▸ **Problem details**: Go through the records and count the lines where the string "linecap" occurs. Reply with the number only.

Dataset entries:

= = = =

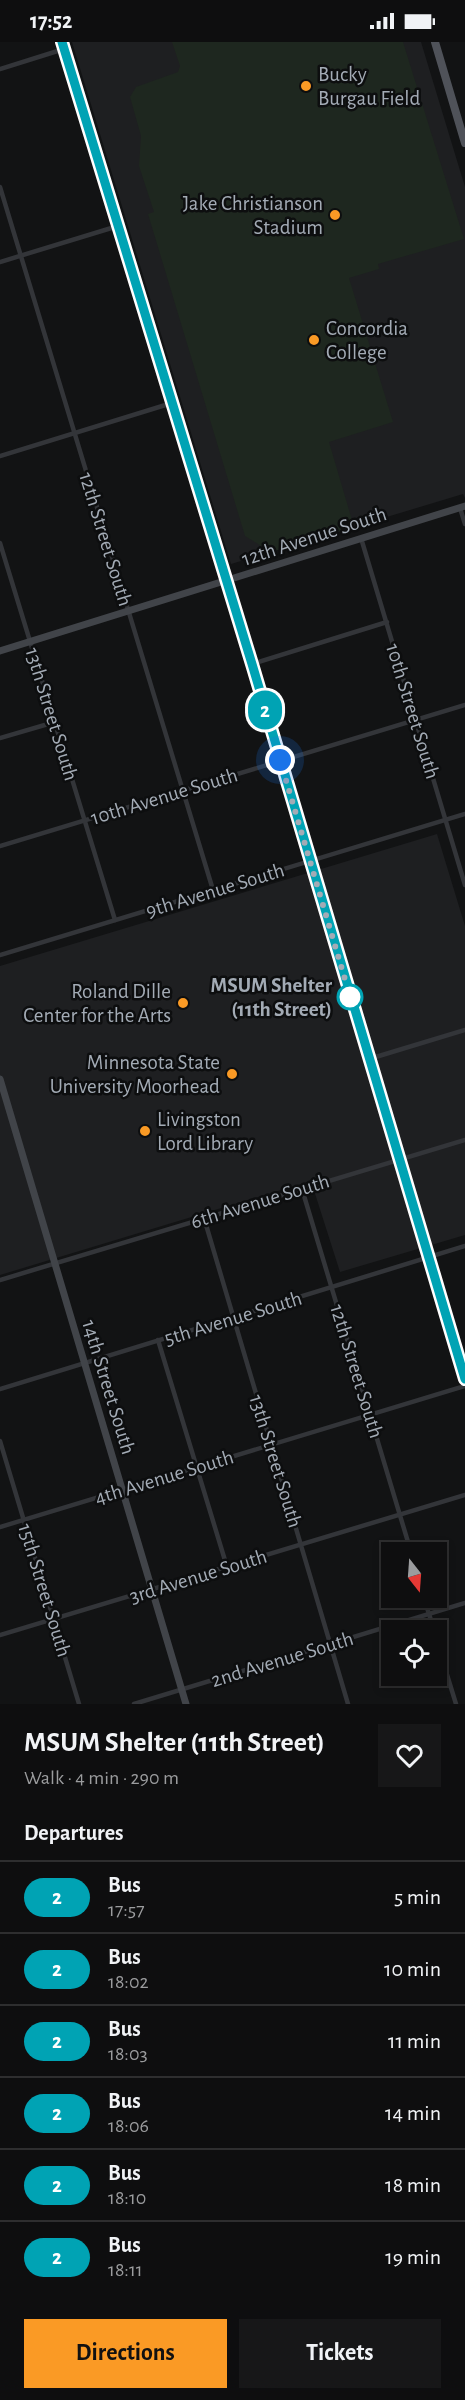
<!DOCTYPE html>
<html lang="en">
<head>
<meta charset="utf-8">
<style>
  :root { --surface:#0e0e0f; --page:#171718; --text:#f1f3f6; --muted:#9b9c9e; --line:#2e2e2f; --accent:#fa9a25 }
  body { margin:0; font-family:"Alegreya Sans",sans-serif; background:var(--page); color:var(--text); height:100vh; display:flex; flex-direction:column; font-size:22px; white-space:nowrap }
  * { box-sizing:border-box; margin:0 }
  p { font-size:20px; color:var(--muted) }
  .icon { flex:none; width:33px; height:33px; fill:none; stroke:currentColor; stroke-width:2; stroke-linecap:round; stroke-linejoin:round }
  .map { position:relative; height:1662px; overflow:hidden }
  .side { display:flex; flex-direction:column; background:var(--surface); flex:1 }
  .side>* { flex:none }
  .badge { padding:0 12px; border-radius:20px; font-size:21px; line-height:39px }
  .needle { width:39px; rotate:163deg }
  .fabs { position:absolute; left:381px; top:1500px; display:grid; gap:12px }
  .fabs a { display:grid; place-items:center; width:66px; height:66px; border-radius:0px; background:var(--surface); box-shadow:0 3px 9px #0003,0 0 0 2px var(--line); font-size:30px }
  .you { position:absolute; width:30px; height:30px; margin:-15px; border:4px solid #fff; border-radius:50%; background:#1a73e8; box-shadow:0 0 0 9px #1a73e833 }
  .map>.badge { position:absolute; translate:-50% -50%; box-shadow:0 0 0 3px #fff }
  h2 { padding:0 24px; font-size:22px; line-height:54px }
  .round { display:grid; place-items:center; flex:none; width:63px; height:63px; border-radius:0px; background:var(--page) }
  .head { display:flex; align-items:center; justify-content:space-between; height:102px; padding:0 24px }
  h1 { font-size:28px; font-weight:700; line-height:45px }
  .primary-button { display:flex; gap:12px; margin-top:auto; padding:12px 24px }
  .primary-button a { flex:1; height:69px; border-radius:0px; background:var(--accent); color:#111; font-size:24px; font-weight:700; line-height:69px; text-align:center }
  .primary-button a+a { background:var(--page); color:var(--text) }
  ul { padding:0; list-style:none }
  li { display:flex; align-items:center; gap:18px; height:72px; padding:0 24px; border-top:2px solid var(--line) }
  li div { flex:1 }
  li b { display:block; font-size:22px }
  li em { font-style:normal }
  li .badge { min-width:66px; font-weight:700; text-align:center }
  .status { display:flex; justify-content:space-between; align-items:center; height:42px; padding:0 30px; background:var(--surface); direction:ltr }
  .status svg { height:16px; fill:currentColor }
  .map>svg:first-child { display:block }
  .built { fill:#1e1f21 }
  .green { fill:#1e271f }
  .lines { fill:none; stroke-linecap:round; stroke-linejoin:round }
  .street { stroke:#333539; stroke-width:4.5 }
  .secondary { stroke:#414449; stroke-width:7 }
  .primary { stroke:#4f5259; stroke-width:8 }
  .line-casing { stroke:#fff; stroke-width:14 }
  .line { stroke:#00a3b4; stroke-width:9 }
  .walk { stroke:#a3abb5; stroke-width:6; stroke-dasharray:0 10.8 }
  .poi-dot { fill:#fa9a25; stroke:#0d0e0f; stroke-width:2 }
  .stop-dot { fill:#fff; stroke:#00a3b4; stroke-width:3 }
  .labels { text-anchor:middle; stroke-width:5; stroke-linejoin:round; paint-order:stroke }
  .poi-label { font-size:21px; fill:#a3abb5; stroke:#0d0e0f; text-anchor:start }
  .street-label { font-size:21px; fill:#a3abb5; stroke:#0d0e0f }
  .stop-label { font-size:21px; font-weight:bold; fill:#a3abb5; stroke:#0d0e0f; text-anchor:end }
</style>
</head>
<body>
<div class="status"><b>17:52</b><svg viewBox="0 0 49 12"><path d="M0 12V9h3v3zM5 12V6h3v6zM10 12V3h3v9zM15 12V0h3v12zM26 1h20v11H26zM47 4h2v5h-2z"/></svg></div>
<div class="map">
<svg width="465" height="1662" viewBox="0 0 465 1662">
  <rect width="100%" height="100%" fill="#121314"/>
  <g class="built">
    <polygon points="72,0 421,0 465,145 465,456 463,452 231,522"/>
    <polygon points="437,792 465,884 465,1193 340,1230 311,1139 0,1233 0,924"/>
  </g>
  <polygon class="green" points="172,0 403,0 464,197 378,222 379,227 349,236 393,380 329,400 354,485 271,510 245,494 148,172 154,170 139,124 141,94 130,55 136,45 178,30 180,24"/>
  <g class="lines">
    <g class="street">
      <polyline points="62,0 227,540"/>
      <polyline points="0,27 64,7"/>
      <polyline points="0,145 213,848"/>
      <polyline points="0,220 118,184"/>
      <polyline points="0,414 172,361"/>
      <polyline points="460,466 465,482"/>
      <polyline points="361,496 465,843"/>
      <polyline points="0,501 115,878"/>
      <polyline points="252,622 387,580"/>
      <polyline points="0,696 55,680"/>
      <polyline points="0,804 465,663"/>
      <polyline points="0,913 465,772"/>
      <polyline points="369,1017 465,988"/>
      <polyline points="302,1147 411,1510"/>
      <polyline points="204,1176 348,1662"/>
      <polyline points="0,1238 465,1098"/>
      <polyline points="158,1298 227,1525"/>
      <polyline points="0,1347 465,1204"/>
      <polyline points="0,1399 79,1662"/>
      <polyline points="0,1485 465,1344"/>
      <polyline points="424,1556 434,1588"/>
      <polyline points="0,1593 465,1453"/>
      <polyline points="436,1597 456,1662"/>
      <polyline points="134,1662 465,1561"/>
    </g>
    <g class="secondary">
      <polyline points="227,540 465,1337"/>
      <polyline points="0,609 465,464"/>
      <polyline points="0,1037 186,1662"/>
    </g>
    <polyline class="primary" points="435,0 465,101"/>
  </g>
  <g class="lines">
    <defs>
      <polyline id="line" points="62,0 252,622 465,1337"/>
    </defs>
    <use href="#line" class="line-casing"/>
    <use href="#line" class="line"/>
    <polyline class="walk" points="280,718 352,961 350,955"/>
  </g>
  <g class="poi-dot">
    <circle cx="306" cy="44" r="6"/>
    <circle cx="335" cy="173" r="6"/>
    <circle cx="314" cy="298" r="6"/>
    <circle cx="183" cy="961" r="6"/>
    <circle cx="232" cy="1032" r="6"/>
    <circle cx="145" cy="1089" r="6"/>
  </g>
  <circle class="stop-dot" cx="350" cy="955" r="12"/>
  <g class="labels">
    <g class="poi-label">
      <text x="318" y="39">Bucky<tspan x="318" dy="24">Burgau Field</tspan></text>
      <text x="323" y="168" text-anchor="end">Jake Christianson<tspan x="323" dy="24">Stadium</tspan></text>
      <text x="326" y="293">Concordia<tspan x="326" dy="24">College</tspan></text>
      <text x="171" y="956" text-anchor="end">Roland Dille<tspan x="171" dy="24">Center for the Arts</tspan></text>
      <text x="220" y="1027" text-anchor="end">Minnesota State<tspan x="220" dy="24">University Moorhead</tspan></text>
      <text x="157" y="1084">Livingston<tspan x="157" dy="24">Lord Library</tspan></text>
    </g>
    <g class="street-label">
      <text transform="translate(314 494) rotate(-18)" y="7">12th Avenue South</text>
      <text transform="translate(106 497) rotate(73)" y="7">12th Street South</text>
      <text transform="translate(413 669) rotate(73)" y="7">10th Street South</text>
      <text transform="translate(52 672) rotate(73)" y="7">13th Street South</text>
      <text transform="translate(164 754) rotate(-17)" y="7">10th Avenue South</text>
      <text transform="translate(215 848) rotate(-17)" y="7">9th Avenue South</text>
      <text transform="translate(260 1159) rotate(-17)" y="7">6th Avenue South</text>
      <text transform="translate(233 1276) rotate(-17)" y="7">5th Avenue South</text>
      <text transform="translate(357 1329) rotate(73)" y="7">12th Street South</text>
      <text transform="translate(109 1345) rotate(73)" y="7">14th Street South</text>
      <text transform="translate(276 1419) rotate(73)" y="7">13th Street South</text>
      <text transform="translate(164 1435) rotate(-17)" y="7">4th Avenue South</text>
      <text transform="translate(198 1534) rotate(-17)" y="7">3rd Avenue South</text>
      <text transform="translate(45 1548) rotate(73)" y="7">15th Street South</text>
      <text transform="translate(282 1617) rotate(-17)" y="7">2nd Avenue South</text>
    </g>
    <g class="stop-label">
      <text x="332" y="950">MSUM Shelter<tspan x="332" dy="24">(11th Street)</tspan></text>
    </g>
  </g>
</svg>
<div class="fabs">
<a><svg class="needle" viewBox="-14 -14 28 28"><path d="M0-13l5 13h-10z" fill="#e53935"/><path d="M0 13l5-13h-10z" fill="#9b9c9e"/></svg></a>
<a><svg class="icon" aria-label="locate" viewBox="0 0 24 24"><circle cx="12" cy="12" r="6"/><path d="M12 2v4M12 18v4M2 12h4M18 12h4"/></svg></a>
</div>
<div class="you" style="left:280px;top:718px"></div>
<b class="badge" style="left:265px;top:668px;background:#00a3b4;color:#fff">2</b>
</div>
<section class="side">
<div class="head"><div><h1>MSUM Shelter (11th Street)</h1><p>Walk · 4 min · 290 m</p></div><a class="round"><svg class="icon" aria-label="heart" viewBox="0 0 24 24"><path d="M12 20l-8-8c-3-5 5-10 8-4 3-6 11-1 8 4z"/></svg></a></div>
<h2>Departures</h2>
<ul>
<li><span class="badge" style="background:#00a3b4;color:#fff">2</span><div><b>Bus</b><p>17:57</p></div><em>5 min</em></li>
<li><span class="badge" style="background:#00a3b4;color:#fff">2</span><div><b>Bus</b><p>18:02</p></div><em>10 min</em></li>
<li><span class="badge" style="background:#00a3b4;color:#fff">2</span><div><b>Bus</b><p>18:03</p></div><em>11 min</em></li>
<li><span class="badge" style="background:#00a3b4;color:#fff">2</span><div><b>Bus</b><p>18:06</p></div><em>14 min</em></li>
<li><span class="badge" style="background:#00a3b4;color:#fff">2</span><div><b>Bus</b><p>18:10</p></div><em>18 min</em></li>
<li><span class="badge" style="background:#00a3b4;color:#fff">2</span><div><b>Bus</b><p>18:11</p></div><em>19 min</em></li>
</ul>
<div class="primary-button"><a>Directions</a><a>Tickets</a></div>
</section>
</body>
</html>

= = = =

▸ **Answer box**: 2